SUPPLIED ENTRIES:
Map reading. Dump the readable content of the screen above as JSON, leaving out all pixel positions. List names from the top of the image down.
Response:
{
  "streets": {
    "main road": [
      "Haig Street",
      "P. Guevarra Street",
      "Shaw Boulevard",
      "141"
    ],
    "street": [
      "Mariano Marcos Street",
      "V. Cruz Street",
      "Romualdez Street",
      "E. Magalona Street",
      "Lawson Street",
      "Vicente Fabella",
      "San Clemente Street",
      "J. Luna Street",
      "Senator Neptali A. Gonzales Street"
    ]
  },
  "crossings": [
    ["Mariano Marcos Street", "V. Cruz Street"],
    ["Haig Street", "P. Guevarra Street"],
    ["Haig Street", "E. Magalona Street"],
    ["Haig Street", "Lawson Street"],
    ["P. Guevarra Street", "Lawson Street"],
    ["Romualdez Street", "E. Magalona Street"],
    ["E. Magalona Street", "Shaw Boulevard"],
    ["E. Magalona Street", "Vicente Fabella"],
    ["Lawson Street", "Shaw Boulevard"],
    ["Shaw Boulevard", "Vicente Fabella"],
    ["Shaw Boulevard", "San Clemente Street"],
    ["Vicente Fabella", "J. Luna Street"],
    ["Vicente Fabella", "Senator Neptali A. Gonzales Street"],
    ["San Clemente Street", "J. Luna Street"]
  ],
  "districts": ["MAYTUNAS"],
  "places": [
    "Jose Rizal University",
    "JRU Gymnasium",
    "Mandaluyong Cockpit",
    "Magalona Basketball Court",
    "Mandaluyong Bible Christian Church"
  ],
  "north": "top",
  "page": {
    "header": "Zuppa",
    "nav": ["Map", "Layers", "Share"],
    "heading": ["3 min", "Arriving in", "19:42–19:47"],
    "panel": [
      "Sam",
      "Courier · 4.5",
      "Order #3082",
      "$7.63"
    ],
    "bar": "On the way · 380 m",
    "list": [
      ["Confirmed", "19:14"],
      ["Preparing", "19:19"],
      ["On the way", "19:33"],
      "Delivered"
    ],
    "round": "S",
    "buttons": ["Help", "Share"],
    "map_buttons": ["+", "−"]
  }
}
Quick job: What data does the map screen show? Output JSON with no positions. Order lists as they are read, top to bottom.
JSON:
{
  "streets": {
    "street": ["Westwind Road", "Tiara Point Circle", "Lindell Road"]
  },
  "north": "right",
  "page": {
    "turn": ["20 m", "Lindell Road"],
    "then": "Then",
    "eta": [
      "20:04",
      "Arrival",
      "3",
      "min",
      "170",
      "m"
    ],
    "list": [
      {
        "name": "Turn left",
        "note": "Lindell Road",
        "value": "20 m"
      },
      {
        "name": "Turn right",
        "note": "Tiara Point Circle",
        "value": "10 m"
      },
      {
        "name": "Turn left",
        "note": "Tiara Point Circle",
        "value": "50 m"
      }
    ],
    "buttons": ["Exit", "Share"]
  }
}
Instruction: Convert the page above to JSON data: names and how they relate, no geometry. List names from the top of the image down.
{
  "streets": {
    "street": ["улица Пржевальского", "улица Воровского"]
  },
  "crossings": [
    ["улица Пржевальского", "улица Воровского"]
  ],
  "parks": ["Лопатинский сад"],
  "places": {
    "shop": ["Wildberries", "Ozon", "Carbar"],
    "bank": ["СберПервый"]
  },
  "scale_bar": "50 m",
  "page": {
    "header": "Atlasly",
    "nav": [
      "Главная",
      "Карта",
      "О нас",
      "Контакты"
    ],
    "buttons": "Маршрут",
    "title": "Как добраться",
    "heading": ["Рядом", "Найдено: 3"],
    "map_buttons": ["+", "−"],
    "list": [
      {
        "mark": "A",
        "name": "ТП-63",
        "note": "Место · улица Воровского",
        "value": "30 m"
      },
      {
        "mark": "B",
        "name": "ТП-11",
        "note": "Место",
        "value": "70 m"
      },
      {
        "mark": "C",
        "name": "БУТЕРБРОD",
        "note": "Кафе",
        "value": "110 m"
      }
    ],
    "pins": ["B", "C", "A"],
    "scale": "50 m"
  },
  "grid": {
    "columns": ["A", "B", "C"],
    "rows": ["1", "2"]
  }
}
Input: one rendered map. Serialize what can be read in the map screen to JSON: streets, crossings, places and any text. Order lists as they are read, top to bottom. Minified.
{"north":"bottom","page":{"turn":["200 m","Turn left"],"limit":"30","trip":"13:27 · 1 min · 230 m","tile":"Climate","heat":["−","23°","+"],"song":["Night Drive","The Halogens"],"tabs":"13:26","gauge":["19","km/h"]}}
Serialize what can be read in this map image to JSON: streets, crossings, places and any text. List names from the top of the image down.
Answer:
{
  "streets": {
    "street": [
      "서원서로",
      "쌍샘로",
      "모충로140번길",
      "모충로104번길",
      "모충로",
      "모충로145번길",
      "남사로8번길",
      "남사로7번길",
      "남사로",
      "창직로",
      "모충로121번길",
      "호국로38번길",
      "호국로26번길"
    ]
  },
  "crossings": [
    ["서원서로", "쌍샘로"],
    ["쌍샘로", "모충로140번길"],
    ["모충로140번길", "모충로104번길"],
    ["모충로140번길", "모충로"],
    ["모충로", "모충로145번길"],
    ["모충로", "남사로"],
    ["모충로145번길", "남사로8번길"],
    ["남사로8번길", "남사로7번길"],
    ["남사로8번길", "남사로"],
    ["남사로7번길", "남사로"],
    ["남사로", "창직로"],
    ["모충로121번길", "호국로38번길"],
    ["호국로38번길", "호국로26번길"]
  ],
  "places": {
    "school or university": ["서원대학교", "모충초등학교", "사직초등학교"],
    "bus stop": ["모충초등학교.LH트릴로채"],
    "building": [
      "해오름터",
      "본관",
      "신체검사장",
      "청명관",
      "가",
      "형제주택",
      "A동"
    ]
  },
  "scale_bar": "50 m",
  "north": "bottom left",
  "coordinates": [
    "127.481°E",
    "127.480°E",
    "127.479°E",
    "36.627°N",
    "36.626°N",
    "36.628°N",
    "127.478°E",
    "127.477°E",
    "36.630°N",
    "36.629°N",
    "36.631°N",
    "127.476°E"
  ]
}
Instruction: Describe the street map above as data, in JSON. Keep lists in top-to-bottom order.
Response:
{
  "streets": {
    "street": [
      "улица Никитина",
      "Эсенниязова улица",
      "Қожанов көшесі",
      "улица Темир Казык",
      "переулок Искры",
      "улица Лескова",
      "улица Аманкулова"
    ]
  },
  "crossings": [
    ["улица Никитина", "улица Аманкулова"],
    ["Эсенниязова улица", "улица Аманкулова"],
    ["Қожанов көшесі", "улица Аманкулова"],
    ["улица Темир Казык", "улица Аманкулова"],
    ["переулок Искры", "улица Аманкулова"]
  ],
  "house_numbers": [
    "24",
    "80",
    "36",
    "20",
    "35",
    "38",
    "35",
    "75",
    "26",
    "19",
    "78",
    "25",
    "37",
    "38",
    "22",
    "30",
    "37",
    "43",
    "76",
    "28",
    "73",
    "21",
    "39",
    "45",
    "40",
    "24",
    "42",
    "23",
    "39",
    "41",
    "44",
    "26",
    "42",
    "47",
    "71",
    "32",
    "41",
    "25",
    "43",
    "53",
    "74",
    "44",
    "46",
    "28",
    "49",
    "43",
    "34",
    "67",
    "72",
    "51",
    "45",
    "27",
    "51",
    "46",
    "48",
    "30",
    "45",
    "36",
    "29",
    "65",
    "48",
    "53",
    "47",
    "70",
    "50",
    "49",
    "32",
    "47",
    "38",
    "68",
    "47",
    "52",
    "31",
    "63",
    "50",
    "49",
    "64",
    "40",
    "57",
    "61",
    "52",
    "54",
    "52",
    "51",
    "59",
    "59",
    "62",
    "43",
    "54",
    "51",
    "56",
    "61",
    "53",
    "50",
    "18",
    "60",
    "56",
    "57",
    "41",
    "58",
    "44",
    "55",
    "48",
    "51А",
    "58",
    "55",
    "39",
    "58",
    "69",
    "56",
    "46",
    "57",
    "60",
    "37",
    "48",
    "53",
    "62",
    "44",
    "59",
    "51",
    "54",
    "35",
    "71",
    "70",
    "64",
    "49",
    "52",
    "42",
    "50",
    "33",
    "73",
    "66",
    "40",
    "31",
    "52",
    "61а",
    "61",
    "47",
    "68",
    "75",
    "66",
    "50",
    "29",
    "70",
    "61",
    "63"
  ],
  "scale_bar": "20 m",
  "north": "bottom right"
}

EXERCISE: Please go over the data above and copy each line with "Темир" in it.

EXERCISE RESULT:
      "улица Темир Казык",
    ["улица Темир Казык", "улица Аманкулова"],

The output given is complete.